WHAT TO DO: Among the entries below, how many lines contain "halo"? Answer with the number only.

DATA RECORDS:
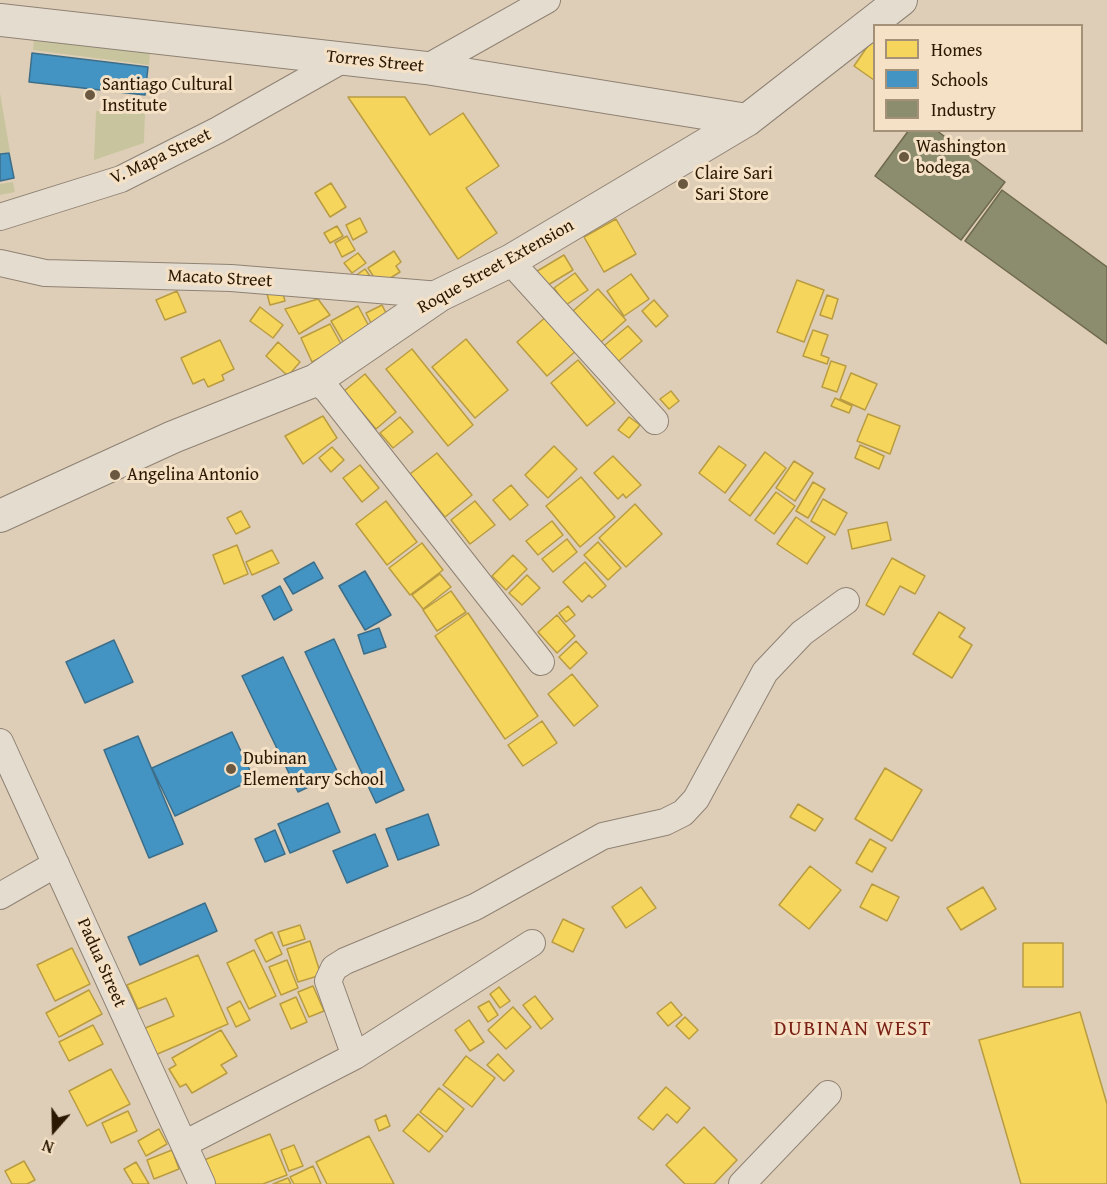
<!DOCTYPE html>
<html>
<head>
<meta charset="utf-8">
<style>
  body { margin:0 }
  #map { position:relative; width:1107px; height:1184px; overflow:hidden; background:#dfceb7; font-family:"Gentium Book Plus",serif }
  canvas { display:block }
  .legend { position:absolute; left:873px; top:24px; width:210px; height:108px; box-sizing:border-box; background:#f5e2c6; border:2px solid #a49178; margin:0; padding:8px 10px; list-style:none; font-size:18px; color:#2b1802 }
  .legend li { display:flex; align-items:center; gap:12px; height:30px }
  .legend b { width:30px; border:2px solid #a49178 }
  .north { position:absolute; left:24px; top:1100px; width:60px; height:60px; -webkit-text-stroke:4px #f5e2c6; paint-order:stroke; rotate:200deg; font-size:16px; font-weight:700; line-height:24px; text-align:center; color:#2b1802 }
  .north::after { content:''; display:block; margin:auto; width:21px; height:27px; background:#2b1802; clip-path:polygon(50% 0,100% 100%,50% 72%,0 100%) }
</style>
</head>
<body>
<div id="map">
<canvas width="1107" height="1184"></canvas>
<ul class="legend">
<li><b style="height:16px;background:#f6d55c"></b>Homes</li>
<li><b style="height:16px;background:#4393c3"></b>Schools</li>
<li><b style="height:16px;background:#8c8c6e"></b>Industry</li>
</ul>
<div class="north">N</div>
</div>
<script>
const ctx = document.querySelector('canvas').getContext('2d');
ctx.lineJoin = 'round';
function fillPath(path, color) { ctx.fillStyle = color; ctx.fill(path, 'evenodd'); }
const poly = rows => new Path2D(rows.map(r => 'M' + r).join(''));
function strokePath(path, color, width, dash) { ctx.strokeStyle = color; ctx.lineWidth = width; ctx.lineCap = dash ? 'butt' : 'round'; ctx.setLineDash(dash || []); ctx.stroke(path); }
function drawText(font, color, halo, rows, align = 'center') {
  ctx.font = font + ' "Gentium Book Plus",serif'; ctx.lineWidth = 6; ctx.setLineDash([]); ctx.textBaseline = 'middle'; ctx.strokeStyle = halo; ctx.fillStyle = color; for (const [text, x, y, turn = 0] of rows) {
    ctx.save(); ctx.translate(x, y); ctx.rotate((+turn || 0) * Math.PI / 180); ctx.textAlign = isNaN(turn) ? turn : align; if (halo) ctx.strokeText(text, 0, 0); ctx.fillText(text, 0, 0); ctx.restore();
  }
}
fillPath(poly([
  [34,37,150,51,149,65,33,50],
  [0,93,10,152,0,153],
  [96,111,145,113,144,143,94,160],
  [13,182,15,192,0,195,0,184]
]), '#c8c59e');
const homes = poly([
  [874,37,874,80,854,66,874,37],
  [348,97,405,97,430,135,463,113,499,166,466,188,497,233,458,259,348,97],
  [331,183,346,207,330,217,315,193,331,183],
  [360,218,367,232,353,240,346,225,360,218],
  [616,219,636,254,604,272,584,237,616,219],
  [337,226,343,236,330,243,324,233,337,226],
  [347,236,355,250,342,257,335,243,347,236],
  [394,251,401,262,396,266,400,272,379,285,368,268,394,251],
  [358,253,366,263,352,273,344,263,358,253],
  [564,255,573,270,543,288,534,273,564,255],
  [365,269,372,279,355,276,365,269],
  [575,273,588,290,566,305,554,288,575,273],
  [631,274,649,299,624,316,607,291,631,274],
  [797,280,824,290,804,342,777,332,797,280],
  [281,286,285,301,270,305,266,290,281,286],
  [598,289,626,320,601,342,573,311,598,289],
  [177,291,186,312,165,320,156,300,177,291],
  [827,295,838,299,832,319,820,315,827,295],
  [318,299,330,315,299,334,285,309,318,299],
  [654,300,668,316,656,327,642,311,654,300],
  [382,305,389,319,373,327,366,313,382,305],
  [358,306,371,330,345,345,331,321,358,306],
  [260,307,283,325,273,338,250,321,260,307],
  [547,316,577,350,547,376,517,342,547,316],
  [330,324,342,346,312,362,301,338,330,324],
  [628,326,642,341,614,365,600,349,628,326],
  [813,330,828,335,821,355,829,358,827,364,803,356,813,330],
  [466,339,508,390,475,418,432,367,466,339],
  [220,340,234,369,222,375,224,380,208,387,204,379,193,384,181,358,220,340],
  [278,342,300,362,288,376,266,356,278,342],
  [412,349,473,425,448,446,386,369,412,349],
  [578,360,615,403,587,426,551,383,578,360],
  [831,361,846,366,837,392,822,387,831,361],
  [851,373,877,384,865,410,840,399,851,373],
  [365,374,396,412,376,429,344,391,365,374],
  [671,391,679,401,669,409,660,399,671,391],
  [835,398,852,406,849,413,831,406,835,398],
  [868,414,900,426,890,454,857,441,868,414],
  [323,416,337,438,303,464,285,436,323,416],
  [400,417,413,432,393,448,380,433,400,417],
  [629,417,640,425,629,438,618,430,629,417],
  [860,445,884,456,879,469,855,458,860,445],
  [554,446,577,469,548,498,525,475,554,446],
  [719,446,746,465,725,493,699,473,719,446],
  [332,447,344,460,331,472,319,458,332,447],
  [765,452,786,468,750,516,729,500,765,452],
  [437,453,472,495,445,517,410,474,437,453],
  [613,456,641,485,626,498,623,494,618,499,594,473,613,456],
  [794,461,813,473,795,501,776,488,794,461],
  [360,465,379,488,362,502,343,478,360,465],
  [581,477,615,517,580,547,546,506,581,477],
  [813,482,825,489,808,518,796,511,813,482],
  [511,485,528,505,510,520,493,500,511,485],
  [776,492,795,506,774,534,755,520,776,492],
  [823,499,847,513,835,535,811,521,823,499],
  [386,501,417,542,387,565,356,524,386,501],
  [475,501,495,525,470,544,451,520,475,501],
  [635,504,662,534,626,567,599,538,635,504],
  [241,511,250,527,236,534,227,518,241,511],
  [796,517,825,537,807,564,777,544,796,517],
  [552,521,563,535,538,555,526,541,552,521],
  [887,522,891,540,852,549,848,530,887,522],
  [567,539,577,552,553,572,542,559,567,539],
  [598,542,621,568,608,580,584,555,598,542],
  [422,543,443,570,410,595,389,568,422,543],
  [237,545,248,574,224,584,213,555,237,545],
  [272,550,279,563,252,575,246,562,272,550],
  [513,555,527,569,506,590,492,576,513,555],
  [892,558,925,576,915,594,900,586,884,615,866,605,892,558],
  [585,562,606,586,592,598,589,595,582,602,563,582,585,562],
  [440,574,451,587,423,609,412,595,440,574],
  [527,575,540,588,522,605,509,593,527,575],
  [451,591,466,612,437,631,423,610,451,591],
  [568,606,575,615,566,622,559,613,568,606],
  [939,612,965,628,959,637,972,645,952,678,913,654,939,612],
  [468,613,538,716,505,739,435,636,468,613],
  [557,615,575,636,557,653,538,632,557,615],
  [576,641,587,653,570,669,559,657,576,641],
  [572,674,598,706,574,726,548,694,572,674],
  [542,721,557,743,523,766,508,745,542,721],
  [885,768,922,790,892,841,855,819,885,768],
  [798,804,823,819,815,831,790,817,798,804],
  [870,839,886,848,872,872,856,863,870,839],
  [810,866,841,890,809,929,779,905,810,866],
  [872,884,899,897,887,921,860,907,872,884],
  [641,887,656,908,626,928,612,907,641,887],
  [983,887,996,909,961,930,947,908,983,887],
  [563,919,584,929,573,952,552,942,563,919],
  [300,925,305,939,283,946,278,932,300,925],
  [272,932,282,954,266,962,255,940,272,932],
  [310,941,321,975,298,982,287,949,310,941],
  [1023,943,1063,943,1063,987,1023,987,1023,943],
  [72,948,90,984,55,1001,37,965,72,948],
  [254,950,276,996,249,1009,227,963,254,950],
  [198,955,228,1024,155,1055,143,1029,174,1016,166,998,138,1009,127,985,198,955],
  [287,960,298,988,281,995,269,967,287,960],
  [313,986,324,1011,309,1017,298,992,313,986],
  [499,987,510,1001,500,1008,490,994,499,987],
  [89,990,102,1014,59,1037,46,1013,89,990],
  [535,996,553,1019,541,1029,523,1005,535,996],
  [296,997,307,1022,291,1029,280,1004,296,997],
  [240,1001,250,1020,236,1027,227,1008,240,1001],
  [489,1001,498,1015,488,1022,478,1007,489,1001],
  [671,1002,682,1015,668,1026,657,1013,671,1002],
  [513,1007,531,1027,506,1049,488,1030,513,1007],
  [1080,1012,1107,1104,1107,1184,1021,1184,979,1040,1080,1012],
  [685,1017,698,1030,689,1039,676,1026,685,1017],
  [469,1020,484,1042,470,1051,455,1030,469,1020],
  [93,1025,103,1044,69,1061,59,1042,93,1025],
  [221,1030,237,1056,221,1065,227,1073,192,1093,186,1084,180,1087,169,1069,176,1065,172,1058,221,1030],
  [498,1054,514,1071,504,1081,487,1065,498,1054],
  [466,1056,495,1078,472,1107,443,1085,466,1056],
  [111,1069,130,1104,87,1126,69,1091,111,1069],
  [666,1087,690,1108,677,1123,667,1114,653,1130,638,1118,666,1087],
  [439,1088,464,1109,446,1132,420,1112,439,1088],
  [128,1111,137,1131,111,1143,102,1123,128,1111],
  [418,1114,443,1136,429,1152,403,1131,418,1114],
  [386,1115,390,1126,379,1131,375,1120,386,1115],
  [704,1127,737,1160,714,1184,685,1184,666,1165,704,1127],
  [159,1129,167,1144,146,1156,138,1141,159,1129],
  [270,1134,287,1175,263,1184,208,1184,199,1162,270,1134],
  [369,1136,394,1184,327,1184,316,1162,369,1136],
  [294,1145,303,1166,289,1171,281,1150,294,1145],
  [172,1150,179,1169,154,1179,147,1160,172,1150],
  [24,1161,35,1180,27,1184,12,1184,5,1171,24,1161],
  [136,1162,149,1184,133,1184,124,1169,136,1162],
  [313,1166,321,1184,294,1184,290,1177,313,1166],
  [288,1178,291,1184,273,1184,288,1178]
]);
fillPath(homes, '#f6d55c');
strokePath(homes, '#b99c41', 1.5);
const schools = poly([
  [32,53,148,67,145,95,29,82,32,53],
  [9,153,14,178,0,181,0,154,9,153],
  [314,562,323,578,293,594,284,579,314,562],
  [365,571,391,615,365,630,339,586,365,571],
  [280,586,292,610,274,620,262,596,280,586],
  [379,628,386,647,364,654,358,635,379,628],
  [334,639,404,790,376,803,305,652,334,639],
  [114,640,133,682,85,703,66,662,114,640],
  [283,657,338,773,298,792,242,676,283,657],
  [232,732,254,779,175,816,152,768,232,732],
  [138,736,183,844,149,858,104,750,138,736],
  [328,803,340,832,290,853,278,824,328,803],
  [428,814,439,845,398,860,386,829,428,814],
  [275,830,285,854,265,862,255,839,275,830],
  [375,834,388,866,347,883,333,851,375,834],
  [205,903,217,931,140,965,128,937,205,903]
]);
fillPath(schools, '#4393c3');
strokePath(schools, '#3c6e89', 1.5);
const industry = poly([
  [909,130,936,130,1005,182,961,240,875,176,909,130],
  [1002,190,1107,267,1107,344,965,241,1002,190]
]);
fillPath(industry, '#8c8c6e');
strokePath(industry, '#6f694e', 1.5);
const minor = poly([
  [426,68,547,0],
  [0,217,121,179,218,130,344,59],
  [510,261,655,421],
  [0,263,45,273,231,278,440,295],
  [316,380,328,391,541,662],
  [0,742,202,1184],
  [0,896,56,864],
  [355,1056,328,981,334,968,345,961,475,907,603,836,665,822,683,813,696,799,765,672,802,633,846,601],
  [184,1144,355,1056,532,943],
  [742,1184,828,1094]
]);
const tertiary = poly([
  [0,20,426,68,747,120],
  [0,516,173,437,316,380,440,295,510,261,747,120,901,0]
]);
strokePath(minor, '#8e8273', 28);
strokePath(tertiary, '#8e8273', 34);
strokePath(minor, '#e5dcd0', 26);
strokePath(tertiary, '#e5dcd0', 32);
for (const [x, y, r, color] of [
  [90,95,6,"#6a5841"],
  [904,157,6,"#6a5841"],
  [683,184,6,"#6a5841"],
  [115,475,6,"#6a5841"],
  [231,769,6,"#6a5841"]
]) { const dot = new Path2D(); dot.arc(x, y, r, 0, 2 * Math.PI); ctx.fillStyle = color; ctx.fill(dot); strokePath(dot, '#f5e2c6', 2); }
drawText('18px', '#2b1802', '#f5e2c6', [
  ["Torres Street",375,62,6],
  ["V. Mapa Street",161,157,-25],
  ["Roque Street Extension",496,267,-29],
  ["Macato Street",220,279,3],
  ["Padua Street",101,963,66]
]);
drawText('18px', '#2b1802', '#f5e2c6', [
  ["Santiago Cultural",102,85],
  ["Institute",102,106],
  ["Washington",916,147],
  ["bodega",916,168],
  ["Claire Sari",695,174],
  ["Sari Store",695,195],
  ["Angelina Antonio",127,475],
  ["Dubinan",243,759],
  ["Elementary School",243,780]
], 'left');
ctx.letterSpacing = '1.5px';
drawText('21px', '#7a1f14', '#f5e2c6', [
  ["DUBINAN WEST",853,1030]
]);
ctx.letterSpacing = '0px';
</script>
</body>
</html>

RESPONSE TO THIS TASK: 3